Top of TASK DATA

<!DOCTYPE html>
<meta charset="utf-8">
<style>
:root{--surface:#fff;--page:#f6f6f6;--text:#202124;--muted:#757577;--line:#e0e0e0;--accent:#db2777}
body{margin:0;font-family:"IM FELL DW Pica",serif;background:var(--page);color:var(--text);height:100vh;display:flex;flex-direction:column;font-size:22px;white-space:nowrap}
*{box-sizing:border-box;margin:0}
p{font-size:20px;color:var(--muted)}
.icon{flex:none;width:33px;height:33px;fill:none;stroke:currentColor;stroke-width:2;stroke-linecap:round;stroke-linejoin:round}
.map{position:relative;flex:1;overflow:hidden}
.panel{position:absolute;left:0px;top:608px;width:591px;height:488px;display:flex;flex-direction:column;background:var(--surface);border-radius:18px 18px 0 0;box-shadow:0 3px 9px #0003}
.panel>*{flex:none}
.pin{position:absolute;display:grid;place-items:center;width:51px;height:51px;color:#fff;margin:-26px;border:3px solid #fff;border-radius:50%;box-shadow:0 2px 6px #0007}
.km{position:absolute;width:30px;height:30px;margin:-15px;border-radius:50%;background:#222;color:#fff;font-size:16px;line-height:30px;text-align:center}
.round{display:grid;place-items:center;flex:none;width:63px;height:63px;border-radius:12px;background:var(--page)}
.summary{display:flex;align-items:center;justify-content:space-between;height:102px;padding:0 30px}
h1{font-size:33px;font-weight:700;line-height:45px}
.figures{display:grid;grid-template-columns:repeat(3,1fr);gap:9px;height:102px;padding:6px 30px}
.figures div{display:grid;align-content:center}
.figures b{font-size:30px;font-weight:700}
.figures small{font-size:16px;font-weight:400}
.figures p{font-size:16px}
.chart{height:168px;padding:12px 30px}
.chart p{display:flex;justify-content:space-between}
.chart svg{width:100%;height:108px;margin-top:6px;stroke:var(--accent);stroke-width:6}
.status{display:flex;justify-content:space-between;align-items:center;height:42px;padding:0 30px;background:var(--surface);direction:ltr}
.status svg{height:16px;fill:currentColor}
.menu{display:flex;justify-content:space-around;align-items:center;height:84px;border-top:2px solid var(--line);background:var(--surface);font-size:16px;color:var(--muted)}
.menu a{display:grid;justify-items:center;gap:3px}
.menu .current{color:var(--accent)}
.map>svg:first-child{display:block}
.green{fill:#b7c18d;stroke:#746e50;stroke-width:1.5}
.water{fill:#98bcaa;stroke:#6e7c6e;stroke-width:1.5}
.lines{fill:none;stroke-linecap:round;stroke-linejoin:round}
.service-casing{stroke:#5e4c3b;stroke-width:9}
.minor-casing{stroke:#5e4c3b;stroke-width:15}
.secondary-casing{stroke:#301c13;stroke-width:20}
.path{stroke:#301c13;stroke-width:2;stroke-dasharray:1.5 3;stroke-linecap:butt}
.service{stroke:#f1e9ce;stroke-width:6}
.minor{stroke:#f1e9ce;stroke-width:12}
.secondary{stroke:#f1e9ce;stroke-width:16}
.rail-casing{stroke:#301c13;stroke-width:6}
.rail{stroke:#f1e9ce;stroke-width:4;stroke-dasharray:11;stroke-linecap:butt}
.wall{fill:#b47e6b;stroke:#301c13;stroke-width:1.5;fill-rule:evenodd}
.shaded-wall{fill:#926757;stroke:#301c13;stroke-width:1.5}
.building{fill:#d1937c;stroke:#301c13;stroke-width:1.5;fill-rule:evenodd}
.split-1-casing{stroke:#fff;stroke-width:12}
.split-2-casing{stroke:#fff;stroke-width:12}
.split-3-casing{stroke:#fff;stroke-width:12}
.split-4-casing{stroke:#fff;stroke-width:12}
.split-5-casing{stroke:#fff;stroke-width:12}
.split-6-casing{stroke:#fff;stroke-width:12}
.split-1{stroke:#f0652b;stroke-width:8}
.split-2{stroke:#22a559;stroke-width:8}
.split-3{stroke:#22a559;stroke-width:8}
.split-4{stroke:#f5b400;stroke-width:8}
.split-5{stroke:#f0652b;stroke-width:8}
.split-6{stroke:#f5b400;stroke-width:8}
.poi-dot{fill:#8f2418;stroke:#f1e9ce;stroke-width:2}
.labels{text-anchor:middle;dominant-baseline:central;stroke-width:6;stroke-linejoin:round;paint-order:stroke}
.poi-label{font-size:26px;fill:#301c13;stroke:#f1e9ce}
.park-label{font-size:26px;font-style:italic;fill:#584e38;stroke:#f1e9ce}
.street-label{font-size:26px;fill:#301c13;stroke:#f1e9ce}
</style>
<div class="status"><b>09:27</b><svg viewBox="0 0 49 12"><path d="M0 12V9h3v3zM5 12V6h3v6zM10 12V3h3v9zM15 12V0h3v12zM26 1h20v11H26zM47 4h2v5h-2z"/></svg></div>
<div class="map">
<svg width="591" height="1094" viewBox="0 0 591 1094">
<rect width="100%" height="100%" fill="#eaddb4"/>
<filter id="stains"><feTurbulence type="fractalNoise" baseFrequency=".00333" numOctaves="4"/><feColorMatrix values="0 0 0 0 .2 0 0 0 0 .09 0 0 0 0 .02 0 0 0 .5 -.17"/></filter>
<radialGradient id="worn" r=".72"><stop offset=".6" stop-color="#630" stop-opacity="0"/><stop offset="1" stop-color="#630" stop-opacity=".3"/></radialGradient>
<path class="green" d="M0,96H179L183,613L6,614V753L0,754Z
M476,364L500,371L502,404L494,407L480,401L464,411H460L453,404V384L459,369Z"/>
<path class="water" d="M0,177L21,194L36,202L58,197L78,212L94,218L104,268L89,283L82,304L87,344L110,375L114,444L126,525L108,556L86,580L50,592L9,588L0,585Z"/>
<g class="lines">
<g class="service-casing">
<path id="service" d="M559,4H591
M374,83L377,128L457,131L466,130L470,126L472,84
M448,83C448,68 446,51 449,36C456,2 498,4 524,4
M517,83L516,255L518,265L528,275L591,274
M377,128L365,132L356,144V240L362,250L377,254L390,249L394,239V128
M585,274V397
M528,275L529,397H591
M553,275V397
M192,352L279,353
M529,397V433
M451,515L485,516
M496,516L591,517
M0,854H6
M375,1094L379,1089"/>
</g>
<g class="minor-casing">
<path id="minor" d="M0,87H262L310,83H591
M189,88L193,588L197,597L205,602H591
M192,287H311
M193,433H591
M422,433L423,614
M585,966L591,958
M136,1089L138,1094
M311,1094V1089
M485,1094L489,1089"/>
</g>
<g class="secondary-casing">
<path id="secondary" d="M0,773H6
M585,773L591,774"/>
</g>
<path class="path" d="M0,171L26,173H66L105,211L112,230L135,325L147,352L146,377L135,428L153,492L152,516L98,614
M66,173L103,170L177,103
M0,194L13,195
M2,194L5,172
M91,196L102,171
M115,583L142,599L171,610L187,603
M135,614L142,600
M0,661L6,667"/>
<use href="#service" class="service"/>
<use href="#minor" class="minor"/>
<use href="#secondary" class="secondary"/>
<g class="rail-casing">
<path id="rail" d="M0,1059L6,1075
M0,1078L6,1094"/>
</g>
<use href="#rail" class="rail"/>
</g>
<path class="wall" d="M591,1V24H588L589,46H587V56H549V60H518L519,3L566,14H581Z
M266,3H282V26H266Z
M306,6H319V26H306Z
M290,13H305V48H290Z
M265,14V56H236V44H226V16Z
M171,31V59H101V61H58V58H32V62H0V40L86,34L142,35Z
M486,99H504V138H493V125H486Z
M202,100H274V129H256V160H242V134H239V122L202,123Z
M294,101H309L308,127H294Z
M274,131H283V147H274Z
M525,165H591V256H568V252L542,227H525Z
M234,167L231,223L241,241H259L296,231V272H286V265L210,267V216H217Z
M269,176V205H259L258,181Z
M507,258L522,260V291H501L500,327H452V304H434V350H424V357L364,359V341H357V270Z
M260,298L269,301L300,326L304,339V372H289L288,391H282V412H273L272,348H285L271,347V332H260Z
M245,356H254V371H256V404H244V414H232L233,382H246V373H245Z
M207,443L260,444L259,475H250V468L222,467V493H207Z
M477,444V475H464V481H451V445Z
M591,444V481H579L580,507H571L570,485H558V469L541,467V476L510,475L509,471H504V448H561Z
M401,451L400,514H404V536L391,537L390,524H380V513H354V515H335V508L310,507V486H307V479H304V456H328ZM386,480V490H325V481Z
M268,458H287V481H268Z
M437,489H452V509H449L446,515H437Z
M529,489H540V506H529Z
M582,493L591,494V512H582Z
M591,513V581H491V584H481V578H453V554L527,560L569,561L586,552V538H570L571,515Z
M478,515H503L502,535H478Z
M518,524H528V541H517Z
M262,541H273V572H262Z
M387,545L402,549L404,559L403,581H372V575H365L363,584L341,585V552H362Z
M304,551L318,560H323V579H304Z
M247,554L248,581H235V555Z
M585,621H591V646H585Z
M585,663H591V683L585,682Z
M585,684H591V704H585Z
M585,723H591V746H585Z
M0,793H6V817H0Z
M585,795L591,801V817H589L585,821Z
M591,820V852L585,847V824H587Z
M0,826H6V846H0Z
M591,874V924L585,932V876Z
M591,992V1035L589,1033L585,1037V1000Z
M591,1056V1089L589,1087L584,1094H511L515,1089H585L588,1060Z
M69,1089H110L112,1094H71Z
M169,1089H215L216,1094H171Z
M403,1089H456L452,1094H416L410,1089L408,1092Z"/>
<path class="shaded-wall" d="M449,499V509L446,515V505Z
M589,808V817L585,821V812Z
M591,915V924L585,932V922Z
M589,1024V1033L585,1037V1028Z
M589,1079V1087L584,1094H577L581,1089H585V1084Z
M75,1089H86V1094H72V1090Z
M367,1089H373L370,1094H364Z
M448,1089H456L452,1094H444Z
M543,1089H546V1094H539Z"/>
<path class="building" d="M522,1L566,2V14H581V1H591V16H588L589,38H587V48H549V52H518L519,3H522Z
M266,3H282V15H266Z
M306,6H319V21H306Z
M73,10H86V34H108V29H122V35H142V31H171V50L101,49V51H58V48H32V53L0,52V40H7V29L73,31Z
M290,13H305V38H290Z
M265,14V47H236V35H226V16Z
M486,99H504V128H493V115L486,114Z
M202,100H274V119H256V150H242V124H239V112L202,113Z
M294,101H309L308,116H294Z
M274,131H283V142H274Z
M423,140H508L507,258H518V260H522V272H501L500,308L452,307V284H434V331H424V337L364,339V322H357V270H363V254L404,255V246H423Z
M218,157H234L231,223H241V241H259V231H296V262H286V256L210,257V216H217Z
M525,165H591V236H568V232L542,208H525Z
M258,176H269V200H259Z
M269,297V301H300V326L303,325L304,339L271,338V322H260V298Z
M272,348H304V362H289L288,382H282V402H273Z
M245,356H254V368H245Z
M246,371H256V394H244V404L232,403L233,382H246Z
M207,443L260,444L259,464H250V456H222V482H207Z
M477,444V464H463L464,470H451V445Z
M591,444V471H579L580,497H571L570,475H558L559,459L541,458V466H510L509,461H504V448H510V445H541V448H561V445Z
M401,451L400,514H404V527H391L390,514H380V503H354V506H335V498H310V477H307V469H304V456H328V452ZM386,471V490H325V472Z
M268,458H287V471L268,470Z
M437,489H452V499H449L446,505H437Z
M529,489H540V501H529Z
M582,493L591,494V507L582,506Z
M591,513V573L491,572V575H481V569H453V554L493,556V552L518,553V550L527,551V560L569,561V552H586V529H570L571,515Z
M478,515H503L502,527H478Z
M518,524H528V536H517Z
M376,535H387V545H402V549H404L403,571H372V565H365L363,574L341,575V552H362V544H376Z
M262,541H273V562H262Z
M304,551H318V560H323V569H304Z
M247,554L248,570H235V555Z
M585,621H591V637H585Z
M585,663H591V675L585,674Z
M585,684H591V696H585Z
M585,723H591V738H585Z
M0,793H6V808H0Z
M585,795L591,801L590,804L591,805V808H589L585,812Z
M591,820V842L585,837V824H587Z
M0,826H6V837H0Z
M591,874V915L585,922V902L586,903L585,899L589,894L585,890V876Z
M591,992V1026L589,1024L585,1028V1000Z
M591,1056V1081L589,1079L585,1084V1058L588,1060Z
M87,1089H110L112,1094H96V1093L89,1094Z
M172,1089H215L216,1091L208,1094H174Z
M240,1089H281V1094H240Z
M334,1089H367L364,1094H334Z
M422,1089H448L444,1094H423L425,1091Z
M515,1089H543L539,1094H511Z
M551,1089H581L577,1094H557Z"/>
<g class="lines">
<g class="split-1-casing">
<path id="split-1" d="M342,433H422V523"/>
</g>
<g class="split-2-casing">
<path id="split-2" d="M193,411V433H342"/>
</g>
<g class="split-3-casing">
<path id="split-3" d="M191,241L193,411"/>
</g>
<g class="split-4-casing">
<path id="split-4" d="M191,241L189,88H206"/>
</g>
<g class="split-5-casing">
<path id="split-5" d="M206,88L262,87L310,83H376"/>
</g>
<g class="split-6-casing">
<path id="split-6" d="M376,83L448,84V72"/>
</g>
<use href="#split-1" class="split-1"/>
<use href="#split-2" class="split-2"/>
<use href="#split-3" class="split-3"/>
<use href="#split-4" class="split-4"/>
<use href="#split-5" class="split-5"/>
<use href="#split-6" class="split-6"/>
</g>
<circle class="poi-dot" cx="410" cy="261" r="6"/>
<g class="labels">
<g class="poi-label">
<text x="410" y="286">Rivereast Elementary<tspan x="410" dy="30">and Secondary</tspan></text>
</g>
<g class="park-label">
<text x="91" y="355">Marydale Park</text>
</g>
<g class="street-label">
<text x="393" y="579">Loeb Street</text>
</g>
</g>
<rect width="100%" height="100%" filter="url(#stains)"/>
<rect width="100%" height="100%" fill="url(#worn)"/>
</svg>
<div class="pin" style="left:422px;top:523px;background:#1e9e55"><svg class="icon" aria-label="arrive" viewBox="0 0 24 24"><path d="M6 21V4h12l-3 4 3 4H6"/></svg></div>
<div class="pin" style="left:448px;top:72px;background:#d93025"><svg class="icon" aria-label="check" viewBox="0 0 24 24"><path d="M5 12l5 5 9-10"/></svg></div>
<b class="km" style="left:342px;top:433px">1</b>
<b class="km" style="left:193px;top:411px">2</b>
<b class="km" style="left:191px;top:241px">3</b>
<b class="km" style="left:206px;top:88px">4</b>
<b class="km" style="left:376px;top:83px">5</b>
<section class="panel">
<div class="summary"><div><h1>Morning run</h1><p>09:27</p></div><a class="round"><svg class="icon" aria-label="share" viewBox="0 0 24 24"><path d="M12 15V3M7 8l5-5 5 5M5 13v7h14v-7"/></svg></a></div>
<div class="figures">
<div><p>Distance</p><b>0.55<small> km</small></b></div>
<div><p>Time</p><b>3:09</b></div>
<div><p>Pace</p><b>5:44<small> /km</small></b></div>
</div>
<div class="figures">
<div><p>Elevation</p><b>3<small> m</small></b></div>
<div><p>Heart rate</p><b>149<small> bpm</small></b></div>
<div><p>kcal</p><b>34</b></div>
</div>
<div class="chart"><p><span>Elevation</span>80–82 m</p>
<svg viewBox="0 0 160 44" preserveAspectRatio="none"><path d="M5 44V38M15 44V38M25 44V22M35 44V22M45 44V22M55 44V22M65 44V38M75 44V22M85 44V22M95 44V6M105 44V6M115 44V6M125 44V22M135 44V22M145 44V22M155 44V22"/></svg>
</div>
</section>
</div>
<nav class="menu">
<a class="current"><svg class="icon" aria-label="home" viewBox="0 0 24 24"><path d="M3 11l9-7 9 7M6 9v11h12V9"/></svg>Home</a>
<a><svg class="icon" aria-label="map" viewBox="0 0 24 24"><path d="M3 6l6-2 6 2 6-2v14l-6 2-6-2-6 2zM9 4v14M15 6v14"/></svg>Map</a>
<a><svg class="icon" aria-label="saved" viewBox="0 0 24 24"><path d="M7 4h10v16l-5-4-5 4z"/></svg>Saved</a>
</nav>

Bottom of TASK DATA

### EXERCISE BRIEF
Among the records above, find the lines that contain "shadow" and copy every one.

### ANSWER SECTION
.panel{position:absolute;left:0px;top:608px;width:591px;height:488px;display:flex;flex-direction:column;background:var(--surface);border-radius:18px 18px 0 0;box-shadow:0 3px 9px #0003}
.pin{position:absolute;display:grid;place-items:center;width:51px;height:51px;color:#fff;margin:-26px;border:3px solid #fff;border-radius:50%;box-shadow:0 2px 6px #0007}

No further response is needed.